Third party certification is revolutionizing the marketplace, according to Dr. Arthur Weissman, Green Seal president and CEO. “Third party certification can be a significant driver for greening the economy. Each of these programs has grown exponentially in the past five years, and continued growth is likely as the programs are accepted by more purchasers and suppliers and become the norm, not the exception. In the facilities area, more and more products, services, and operations will be covered by standards.”
Rentschler believes third party certification simplifies fms’ jobs by ensuring that the product or service really does what it says. “It protects the environment and generally meets certain requirements for performance and quality,” he says.
“If an fm has a mandate to green his or her operations, purchasing certified products and services provides proof to senior management that these goals are being met. The importance of using third party certification can be seen in the numerous state and local laws, executive orders, and RFPs mandating the purchase and use of certified green products.”

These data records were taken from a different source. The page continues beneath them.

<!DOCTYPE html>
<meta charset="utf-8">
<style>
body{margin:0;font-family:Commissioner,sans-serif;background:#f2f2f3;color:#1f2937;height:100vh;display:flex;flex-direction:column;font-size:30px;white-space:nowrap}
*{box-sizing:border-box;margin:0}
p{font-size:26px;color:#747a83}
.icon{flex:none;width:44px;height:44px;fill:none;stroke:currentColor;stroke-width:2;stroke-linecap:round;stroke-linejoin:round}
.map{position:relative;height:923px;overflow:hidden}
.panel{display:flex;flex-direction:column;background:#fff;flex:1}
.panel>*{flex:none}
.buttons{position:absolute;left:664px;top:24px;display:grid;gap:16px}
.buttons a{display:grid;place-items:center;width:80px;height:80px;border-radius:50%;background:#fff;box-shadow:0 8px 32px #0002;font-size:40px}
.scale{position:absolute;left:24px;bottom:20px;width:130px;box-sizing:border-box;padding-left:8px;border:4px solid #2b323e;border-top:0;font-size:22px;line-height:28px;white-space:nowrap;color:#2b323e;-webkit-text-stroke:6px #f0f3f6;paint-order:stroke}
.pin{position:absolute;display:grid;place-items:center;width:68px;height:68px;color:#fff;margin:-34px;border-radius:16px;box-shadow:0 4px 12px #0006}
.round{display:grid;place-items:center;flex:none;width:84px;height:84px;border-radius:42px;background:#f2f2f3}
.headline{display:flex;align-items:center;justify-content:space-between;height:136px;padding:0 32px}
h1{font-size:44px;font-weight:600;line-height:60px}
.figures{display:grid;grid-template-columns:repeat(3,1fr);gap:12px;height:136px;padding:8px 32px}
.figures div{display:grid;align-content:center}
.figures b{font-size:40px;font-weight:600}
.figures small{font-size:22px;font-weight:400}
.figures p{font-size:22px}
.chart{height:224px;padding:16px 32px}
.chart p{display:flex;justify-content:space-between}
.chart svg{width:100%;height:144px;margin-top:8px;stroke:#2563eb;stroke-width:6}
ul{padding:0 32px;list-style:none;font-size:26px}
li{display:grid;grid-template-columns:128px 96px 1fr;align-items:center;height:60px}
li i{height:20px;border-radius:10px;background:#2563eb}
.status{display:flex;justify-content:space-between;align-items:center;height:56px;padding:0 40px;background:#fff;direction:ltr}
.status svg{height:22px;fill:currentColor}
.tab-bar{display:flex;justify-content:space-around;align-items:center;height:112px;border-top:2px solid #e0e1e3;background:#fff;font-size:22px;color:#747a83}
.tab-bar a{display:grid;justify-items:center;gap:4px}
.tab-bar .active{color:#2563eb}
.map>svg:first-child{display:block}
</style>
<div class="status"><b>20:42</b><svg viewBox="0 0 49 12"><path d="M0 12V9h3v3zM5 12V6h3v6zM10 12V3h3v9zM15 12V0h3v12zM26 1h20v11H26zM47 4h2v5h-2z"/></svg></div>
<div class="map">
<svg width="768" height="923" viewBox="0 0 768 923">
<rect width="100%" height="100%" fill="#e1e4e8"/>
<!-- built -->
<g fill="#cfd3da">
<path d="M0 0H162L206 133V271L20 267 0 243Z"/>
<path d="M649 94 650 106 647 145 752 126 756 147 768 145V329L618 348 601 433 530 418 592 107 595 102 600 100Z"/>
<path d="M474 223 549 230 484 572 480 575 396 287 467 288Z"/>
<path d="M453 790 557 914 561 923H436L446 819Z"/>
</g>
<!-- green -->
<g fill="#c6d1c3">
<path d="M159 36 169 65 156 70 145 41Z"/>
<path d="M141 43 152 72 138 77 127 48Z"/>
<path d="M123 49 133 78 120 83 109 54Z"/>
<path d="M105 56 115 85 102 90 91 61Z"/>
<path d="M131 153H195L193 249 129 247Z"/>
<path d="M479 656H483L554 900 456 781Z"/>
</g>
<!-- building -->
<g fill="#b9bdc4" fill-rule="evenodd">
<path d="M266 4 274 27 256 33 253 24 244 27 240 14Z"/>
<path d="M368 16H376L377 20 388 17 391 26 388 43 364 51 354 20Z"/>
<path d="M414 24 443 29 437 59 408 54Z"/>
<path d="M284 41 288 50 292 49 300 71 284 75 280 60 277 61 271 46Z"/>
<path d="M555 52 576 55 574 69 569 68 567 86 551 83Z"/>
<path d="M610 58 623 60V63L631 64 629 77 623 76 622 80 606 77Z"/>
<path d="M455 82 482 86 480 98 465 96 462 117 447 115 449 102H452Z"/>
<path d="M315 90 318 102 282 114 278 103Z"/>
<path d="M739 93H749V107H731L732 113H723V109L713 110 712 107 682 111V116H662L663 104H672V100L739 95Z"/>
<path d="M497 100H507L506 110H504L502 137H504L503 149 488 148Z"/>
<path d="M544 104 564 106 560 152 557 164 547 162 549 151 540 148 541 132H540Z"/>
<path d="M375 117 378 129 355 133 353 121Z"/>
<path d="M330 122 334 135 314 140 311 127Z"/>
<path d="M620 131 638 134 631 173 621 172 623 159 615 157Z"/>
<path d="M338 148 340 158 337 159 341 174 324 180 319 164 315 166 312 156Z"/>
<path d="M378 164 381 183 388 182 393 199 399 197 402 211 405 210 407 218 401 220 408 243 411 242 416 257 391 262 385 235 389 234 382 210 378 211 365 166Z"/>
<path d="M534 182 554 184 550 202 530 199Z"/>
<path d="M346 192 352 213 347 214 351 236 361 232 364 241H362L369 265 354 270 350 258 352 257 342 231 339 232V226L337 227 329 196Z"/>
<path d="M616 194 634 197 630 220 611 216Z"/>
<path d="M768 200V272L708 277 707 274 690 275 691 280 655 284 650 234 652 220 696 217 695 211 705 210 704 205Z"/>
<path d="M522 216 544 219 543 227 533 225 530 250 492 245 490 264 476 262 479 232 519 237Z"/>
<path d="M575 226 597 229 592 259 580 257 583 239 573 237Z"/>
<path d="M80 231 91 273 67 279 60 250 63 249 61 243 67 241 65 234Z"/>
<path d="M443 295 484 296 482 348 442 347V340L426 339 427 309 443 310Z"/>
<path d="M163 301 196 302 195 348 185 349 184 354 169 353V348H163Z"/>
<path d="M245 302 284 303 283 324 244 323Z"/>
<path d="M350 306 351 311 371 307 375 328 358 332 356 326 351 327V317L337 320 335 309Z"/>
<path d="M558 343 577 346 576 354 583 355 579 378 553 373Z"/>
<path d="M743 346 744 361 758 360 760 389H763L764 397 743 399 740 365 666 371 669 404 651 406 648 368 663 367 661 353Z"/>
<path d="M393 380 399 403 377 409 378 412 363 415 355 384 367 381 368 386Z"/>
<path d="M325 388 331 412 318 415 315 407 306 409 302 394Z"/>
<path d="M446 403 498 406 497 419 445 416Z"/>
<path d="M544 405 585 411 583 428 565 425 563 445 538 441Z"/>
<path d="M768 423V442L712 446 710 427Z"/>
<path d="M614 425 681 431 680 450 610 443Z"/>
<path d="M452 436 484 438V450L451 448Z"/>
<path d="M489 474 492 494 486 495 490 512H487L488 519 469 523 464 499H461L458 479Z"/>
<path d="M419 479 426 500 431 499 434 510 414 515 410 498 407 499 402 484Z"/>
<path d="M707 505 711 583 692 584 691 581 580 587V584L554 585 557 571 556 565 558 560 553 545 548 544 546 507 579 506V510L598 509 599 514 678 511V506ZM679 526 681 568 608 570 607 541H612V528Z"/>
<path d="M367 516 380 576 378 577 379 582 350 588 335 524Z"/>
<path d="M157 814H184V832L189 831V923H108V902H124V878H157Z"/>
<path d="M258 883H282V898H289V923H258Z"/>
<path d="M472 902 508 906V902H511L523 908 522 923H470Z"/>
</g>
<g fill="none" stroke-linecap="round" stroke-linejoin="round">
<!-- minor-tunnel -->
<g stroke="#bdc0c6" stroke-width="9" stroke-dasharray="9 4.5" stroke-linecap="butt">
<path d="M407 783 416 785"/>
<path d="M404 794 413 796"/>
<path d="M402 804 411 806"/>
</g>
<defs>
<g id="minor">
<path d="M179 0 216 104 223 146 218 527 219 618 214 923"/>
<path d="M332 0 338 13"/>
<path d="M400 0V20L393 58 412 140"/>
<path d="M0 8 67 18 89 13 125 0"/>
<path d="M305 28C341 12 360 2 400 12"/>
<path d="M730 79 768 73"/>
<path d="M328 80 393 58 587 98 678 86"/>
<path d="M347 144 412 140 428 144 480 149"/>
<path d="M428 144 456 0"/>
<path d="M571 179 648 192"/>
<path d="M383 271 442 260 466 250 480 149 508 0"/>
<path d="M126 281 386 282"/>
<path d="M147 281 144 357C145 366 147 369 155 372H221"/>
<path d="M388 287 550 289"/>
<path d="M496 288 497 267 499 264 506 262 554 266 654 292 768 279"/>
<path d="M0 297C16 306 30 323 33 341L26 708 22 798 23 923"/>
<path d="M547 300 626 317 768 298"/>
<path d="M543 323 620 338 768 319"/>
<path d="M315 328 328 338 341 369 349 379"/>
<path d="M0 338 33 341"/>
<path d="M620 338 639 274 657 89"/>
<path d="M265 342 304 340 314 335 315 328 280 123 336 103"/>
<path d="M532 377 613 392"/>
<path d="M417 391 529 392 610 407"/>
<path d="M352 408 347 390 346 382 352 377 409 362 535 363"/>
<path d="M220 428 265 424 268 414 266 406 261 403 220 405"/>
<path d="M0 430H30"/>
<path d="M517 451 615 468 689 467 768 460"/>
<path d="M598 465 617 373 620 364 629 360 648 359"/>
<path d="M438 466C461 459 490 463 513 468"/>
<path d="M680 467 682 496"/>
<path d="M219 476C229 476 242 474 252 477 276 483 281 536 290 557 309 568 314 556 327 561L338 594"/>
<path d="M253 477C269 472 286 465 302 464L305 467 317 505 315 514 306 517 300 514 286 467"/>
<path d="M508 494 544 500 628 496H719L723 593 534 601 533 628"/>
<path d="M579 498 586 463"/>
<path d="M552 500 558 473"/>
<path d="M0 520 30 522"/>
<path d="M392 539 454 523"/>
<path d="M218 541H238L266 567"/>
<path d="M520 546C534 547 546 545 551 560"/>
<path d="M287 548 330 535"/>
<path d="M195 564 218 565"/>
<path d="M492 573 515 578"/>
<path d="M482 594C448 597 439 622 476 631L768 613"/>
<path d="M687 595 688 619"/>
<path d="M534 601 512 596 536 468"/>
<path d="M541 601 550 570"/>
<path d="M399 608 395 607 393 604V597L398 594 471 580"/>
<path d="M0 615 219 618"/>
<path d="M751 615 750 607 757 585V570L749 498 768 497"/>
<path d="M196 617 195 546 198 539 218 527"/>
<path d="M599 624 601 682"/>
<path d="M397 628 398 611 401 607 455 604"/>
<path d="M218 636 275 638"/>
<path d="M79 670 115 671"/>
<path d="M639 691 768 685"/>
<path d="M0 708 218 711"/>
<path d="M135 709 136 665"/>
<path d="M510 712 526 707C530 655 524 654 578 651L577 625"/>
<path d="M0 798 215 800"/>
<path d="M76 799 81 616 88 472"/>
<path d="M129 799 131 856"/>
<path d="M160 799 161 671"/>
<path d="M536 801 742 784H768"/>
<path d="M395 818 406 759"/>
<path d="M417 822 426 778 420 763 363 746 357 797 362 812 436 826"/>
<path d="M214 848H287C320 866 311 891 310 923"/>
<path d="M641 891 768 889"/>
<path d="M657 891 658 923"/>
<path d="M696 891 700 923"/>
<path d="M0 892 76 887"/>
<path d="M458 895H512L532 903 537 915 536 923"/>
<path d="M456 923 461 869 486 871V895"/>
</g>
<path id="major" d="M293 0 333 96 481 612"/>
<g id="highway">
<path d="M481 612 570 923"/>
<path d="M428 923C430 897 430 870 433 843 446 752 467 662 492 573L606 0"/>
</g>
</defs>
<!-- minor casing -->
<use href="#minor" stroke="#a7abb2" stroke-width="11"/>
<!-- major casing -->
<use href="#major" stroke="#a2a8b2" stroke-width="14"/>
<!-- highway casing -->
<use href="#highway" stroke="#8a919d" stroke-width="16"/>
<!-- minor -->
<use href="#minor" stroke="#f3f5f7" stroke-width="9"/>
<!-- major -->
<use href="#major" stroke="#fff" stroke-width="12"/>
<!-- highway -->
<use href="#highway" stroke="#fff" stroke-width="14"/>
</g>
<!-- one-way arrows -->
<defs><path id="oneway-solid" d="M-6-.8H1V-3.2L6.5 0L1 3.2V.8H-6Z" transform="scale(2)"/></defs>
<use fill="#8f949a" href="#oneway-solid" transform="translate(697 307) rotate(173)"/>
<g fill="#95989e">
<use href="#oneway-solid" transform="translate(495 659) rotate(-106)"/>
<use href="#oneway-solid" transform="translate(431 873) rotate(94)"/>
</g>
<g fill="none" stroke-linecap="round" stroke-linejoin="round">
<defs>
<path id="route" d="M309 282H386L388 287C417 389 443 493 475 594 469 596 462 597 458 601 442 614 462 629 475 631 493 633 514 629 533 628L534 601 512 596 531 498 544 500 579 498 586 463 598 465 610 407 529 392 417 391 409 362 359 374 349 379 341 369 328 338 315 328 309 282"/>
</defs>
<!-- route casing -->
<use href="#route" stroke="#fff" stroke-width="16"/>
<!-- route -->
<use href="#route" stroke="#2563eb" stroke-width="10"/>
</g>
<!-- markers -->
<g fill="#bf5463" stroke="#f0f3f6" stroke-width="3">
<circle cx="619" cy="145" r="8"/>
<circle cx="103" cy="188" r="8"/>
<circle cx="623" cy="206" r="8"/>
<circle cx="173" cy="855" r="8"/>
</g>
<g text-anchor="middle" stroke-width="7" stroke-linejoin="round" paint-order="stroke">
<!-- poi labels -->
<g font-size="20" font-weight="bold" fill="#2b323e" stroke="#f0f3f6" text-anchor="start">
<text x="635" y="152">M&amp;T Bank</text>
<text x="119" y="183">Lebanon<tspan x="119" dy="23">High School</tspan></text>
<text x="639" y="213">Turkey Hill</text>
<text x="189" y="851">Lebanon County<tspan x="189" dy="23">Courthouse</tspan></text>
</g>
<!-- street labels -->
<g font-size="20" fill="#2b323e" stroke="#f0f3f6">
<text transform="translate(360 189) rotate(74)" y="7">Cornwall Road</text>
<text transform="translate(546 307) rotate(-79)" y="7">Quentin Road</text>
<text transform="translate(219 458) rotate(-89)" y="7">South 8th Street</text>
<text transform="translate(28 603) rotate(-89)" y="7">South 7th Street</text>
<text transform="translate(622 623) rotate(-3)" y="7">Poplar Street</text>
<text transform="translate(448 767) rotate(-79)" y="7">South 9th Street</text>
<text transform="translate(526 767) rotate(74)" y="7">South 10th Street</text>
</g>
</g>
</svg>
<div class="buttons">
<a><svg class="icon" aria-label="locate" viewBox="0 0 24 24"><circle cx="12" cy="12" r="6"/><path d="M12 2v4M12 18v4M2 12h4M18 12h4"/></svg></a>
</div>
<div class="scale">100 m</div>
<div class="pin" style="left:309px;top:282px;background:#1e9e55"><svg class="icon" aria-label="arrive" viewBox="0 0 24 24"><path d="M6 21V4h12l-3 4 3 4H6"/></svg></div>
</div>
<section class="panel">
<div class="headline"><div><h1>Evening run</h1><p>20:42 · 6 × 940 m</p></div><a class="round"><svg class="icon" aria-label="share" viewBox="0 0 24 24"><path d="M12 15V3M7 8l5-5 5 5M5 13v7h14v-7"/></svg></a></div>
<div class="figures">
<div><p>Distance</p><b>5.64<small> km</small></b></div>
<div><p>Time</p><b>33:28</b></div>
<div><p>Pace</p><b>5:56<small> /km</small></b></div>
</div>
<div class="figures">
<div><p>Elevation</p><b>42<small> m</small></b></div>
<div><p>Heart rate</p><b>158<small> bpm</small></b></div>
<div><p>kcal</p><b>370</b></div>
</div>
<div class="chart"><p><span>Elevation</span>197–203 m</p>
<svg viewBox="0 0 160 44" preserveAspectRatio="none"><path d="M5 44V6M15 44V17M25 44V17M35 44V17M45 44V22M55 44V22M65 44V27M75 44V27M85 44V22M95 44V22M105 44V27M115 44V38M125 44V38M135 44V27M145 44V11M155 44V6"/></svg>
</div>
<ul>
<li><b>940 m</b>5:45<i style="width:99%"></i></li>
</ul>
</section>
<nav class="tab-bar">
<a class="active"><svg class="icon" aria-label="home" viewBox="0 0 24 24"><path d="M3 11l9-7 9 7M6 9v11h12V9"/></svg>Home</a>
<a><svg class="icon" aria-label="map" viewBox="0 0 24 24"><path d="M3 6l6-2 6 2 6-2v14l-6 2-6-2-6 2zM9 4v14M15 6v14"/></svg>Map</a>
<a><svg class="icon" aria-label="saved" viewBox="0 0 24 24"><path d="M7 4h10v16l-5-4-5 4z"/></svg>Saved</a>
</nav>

Navigating the current and future world of green standards, certifications, and purchasing may seem like another task on an already full agenda for fms. Unlike certain fashions, such as hemlines and collars— where sizes and lengths seem to change every year—fms won’t have the option of ignoring the green purchasing trend. They are going to have to wear it every day for a very long time.
This article was based on interviews with Angrisano, Case, Mahin, Peyraud, Rentschler, Rhodes, and Weissman.